As for “universal values,” I disagree that there was anything resembling a global anti-colonial consensus during Gandhi’s time. There were still plenty of Europeans, both in and out of power, who believed whole-heartedly in the White Man’s Burden and the need for colonial populations to continue to be governed by “less backward” nations. True, there were also plenty of Europeans who’d come to see the wrongness of that view…but the “universal values” at play there were justice and compassion, which could have been and were applied to issues of colonialism and slavery centuries before Gandhi. That moral shift wasn’t waiting around for the invention of the steam engine before it could spread more widely.
On this we agree. Nonviolent resistance still has to be resistance–intentionally working to challenge and hamper the oppressive regime–if it’s to be more than passive quietism.
But resistance doesn’t have to be violent. Corazon Aquino and Cardinal Sin chose a different path against the police of the Marcos regime than the Bangladeshi protestors have chosen, even though the Philippine dictatorship’s many murders and massacres had included the assassination of Aquino’s husband. Their peaceful mass movement led not just to the fall of the regime but to a successful tradition to a more just and democratic successor regime. I hope the same is true for Bangladesh, rather than this turning into just another cycle in the country’s decades-old politics of revenge. But I wouldn’t bet on it.
I agree that nonviolent movements often end up being coopted into elite bargains that preserve many of the oppressive elements of the regime. And that will certainly be a road that’s open to MCs in Choice of Rebels.
But then, violent movements also very often end up replicating the worst injustices of the regime they were fighting against – sometimes by making common cause with old regime figures, and sometimes because that’s simply the most familiar, well-trodden route for them to hold and use power. A cycle where one blood-harvesting empire is replaced with another that’s fundamentally the same besides the fact that you and your friends are on top would similarly be “much more normal.”

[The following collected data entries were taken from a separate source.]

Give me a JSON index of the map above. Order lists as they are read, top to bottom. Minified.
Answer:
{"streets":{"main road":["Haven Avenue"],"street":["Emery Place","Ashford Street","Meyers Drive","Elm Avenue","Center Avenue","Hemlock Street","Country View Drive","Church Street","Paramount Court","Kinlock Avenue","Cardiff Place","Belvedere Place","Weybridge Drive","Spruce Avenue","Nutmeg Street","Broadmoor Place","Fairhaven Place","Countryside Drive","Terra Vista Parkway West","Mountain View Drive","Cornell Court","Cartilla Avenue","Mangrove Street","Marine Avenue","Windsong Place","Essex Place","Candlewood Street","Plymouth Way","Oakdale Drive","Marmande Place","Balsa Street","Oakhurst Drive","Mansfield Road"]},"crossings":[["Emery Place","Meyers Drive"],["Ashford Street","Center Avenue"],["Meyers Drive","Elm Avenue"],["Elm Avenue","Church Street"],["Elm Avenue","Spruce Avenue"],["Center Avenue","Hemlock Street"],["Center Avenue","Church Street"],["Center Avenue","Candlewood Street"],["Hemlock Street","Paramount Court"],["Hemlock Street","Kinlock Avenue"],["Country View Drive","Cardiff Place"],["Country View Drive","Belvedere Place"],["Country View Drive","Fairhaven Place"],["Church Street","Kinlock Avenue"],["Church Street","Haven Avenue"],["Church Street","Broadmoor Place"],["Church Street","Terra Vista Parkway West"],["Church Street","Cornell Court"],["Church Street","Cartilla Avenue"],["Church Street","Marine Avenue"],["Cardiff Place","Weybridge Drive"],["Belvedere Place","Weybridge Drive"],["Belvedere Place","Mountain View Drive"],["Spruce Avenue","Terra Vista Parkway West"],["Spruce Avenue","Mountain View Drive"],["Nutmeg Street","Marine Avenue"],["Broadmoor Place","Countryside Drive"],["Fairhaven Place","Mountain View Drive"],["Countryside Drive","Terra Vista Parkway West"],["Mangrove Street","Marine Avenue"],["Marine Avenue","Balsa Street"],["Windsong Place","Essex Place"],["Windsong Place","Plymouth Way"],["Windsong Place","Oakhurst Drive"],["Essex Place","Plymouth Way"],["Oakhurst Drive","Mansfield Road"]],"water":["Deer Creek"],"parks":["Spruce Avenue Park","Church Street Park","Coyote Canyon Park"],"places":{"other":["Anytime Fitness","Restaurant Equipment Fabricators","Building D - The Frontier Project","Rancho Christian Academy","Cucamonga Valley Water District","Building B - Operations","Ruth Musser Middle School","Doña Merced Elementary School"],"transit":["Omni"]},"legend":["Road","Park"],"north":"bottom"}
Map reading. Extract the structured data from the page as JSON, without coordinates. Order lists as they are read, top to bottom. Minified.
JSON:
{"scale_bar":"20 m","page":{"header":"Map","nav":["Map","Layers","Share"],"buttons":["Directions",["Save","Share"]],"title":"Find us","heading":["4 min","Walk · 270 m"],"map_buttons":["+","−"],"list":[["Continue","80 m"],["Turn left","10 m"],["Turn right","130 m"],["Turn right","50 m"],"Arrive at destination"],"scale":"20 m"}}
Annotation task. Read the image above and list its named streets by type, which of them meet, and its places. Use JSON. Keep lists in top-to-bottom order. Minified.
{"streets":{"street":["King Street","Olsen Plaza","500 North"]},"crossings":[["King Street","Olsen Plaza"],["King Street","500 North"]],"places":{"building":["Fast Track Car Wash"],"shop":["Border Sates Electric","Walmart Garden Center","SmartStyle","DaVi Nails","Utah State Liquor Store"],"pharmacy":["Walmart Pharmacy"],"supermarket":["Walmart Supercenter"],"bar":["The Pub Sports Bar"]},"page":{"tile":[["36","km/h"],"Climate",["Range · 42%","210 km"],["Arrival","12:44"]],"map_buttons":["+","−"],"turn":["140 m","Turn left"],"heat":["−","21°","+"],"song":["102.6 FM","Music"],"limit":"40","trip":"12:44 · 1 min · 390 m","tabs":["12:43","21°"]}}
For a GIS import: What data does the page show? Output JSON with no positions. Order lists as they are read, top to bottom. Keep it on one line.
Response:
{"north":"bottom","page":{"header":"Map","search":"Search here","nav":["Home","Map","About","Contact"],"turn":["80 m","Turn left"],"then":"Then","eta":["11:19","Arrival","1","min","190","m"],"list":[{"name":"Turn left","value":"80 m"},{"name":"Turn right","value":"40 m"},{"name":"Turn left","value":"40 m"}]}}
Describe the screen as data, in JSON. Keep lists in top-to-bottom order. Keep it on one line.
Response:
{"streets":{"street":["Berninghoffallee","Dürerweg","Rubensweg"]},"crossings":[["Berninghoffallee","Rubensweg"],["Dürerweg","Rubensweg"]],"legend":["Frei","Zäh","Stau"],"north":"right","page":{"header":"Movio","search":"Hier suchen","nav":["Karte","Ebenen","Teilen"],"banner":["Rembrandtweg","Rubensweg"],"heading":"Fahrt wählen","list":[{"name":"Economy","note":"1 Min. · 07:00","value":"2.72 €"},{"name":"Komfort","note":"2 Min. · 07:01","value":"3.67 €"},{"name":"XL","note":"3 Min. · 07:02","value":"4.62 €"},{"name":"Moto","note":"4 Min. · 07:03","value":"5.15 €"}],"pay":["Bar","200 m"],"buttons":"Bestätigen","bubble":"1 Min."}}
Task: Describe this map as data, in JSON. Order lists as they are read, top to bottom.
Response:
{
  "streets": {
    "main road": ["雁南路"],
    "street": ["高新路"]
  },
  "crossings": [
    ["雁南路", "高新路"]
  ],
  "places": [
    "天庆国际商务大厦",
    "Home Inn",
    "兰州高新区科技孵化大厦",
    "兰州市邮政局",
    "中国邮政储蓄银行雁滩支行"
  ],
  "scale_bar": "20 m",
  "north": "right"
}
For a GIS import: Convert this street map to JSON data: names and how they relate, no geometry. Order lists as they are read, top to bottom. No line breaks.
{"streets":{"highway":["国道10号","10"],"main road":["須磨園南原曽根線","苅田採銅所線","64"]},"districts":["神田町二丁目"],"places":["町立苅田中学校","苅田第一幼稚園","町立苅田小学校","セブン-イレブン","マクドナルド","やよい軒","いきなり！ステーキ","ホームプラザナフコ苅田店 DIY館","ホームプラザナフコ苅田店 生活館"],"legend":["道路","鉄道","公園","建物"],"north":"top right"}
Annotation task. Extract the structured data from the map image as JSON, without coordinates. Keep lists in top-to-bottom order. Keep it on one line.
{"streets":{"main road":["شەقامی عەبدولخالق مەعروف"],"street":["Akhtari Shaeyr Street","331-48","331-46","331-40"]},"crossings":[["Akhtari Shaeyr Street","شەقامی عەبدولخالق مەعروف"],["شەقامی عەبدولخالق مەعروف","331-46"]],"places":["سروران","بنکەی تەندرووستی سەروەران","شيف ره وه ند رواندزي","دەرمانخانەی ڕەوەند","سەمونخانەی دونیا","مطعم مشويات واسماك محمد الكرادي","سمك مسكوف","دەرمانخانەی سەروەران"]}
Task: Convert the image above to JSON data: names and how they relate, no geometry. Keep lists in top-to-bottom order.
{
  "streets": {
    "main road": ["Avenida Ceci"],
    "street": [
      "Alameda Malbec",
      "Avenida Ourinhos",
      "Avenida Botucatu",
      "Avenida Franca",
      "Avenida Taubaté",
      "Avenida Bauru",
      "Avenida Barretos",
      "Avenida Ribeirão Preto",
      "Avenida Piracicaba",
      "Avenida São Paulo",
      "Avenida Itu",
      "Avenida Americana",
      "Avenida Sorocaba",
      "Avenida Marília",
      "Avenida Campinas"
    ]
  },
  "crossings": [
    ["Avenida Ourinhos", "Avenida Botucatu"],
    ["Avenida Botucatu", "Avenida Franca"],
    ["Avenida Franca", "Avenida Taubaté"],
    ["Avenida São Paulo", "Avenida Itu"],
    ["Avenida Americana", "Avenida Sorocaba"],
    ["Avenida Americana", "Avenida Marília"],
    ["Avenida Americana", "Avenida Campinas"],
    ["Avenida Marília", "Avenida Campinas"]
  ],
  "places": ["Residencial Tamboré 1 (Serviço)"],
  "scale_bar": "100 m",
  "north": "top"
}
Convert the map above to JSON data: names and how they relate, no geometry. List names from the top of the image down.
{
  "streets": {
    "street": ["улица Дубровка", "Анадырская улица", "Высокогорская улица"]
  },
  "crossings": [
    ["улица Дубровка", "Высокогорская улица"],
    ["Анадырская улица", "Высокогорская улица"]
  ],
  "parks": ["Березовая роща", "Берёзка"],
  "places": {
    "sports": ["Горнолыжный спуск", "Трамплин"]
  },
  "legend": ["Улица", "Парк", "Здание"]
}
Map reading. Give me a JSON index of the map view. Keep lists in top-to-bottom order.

Holding to a genuinely revolutionary vision of a system not based in Harrowing will be hard, when there are so many tempting options for either being coopted into or just taking over the corpse of the old regime. A non-violent movement will have significant advantages in one of the primary possibilities: the massive administrative challenge of replacing Harrowing with a nonlethal blood taxation system comprehensive enough to cover the core duties of a functioning gameworld state.
Man can’t wait till game five when I see someone’s MC, who started as an chainbreaking idealist turn into Stalin or mao or the best communist leader Pol pot.
Anyway I believe Authoritarianism is quite Inevitable amongst violent MC’s. Power is precious and no one will ever give it up to some Aristo or peasant, nor the mages who work under them.